[Start of section]

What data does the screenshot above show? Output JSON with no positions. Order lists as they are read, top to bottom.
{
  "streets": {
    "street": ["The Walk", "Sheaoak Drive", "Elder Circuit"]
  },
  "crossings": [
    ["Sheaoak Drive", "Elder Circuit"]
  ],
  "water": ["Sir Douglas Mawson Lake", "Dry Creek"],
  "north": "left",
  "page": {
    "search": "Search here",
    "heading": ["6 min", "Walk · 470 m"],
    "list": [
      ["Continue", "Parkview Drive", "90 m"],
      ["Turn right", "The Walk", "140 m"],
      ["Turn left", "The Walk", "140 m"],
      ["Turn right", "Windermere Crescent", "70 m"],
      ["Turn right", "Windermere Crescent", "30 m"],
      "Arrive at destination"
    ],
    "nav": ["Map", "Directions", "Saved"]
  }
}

[End of section]

> [Exercise goal]
Exactly as they stand above, write out the entries.

> [Answer to this exercise]
What data does the screenshot above show? Output JSON with no positions. Order lists as they are read, top to bottom.
{
  "streets": {
    "street": ["The Walk", "Sheaoak Drive", "Elder Circuit"]
  },
  "crossings": [
    ["Sheaoak Drive", "Elder Circuit"]
  ],
  "water": ["Sir Douglas Mawson Lake", "Dry Creek"],
  "north": "left",
  "page": {
    "search": "Search here",
    "heading": ["6 min", "Walk · 470 m"],
    "list": [
      ["Continue", "Parkview Drive", "90 m"],
      ["Turn right", "The Walk", "140 m"],
      ["Turn left", "The Walk", "140 m"],
      ["Turn right", "Windermere Crescent", "70 m"],
      ["Turn right", "Windermere Crescent", "30 m"],
      "Arrive at destination"
    ],
    "nav": ["Map", "Directions", "Saved"]
  }
}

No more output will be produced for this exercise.